Problem to solve: Going through the entries below, copy out each line that contains "canvas".

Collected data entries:
- - -

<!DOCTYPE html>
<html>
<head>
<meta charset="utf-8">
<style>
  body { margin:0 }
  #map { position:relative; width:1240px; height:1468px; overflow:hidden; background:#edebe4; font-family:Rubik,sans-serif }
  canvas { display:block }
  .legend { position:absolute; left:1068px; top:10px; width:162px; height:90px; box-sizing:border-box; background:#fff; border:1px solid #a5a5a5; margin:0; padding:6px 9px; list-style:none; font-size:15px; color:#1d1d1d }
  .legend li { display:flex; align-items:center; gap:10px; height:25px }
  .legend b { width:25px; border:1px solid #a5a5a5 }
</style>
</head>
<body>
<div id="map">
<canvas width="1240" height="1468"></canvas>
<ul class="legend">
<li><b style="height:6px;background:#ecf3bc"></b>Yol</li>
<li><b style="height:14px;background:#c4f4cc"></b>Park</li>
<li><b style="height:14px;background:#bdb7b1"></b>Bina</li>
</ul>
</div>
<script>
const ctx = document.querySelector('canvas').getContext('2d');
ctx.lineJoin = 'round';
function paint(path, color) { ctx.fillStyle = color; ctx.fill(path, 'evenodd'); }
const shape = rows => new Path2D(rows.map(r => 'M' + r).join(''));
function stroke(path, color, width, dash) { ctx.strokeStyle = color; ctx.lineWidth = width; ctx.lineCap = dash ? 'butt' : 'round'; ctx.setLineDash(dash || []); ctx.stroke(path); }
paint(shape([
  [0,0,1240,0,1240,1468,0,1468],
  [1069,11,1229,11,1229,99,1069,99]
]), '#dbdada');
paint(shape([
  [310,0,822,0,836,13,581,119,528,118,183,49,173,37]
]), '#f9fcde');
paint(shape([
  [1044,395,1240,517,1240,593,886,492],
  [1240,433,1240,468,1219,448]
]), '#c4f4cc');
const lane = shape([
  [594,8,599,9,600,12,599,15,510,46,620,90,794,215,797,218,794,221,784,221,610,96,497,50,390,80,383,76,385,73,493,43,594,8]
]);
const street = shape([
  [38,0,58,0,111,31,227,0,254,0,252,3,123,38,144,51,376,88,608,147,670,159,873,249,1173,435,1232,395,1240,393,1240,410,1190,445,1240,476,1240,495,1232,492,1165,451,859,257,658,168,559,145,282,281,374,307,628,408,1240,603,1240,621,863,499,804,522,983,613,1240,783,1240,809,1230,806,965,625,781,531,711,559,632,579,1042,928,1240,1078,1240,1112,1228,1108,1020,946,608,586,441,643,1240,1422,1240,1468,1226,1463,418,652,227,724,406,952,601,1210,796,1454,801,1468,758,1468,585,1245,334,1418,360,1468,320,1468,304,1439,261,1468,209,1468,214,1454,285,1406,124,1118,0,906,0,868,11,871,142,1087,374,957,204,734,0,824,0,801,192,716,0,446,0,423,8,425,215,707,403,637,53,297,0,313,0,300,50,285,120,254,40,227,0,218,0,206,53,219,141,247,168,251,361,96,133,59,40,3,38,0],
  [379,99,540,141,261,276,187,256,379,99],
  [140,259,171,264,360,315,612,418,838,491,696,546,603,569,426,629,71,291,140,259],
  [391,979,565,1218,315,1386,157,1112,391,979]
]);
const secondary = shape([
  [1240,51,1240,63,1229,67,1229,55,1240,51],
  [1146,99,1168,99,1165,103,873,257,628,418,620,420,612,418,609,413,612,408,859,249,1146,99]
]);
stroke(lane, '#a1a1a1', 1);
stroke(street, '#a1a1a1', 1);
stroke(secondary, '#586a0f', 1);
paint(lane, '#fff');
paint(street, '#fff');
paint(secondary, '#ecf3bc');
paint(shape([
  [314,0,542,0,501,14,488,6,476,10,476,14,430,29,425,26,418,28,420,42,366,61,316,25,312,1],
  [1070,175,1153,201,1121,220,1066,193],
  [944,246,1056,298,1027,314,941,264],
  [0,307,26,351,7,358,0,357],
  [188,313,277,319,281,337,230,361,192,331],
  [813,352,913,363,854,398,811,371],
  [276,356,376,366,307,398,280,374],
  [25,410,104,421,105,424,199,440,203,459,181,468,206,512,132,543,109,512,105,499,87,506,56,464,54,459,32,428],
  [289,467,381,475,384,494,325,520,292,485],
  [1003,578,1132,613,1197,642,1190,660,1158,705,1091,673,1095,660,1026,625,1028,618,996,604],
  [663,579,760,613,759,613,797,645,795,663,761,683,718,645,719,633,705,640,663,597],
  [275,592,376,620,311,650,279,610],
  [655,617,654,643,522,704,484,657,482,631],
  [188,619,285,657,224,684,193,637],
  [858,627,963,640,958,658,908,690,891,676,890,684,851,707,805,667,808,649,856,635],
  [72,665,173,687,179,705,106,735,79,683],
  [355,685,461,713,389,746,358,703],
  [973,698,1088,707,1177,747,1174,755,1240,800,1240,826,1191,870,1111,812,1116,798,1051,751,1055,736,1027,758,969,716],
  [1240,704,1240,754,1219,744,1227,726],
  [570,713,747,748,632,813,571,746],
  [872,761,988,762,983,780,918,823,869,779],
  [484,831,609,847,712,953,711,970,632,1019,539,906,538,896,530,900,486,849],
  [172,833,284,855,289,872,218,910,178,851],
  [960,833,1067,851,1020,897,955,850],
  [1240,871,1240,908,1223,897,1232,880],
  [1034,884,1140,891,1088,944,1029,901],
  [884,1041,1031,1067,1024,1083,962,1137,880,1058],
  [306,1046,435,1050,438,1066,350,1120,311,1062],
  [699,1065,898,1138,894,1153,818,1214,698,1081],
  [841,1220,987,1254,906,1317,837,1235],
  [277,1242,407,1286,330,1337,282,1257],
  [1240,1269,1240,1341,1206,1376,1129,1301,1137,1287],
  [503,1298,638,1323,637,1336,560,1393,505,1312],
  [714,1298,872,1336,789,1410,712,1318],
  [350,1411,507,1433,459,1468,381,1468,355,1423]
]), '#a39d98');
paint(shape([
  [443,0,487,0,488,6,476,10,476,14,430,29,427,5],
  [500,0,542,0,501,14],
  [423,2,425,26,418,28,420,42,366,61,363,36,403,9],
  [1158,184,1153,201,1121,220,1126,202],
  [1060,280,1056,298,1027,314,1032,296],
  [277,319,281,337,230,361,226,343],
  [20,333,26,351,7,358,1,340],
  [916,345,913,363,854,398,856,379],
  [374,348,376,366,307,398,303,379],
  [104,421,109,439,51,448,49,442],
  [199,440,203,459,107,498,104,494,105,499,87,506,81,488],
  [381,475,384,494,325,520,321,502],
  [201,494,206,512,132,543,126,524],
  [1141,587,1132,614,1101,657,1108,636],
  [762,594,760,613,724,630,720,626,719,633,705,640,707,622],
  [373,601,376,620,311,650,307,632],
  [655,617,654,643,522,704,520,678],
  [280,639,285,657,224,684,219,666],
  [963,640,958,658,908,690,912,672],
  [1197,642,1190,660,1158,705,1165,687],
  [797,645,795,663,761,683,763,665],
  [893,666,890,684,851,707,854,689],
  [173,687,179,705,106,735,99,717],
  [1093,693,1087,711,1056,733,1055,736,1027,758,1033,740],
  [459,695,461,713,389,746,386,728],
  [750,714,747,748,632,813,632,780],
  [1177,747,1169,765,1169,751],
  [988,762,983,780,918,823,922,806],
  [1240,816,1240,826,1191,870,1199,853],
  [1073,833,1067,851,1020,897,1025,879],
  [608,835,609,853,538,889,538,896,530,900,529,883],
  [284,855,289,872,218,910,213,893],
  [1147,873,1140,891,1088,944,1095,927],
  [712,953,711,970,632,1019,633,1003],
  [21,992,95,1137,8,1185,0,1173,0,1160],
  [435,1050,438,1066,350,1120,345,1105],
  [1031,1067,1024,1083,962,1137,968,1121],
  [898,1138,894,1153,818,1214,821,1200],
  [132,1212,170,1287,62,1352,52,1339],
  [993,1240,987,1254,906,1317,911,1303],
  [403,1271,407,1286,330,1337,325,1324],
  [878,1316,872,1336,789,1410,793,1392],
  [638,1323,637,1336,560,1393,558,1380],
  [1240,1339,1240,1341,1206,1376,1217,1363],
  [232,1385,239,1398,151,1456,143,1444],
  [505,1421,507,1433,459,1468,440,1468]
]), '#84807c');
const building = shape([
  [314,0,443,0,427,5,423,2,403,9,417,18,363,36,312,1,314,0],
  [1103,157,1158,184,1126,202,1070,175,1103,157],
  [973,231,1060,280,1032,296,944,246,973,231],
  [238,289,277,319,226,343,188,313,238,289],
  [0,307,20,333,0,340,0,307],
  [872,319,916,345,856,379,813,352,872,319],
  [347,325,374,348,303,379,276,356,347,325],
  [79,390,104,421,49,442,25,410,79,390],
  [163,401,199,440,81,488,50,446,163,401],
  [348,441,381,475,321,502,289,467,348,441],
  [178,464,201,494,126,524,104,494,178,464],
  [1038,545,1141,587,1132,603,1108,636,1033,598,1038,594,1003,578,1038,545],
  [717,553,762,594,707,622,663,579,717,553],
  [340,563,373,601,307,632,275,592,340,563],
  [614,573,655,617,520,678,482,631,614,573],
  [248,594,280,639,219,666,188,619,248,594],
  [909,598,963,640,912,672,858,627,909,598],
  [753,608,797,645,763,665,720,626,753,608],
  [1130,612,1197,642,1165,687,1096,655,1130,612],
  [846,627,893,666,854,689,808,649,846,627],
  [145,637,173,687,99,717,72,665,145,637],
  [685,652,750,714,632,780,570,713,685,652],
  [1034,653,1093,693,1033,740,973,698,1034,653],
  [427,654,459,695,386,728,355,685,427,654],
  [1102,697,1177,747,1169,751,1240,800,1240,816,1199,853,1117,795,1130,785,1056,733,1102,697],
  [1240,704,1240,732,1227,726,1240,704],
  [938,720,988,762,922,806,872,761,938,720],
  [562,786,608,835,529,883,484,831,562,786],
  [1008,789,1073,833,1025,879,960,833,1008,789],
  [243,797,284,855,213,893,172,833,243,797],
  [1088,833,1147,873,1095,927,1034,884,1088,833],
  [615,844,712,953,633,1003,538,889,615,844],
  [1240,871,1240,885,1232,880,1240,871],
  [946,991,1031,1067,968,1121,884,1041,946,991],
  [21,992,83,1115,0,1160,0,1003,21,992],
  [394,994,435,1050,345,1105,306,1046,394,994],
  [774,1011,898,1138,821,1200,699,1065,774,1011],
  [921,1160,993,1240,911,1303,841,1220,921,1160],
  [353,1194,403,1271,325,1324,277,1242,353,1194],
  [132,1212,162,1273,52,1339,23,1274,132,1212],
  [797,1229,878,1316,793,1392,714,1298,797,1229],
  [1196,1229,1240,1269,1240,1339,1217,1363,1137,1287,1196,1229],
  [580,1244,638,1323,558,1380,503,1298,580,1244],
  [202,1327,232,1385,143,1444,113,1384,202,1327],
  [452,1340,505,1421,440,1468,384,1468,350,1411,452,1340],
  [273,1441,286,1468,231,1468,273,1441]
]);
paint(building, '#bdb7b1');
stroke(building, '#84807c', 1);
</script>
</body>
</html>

- - -

Completed task:
  canvas { display:block }
<canvas width="1240" height="1468"></canvas>
const ctx = document.querySelector('canvas').getContext('2d');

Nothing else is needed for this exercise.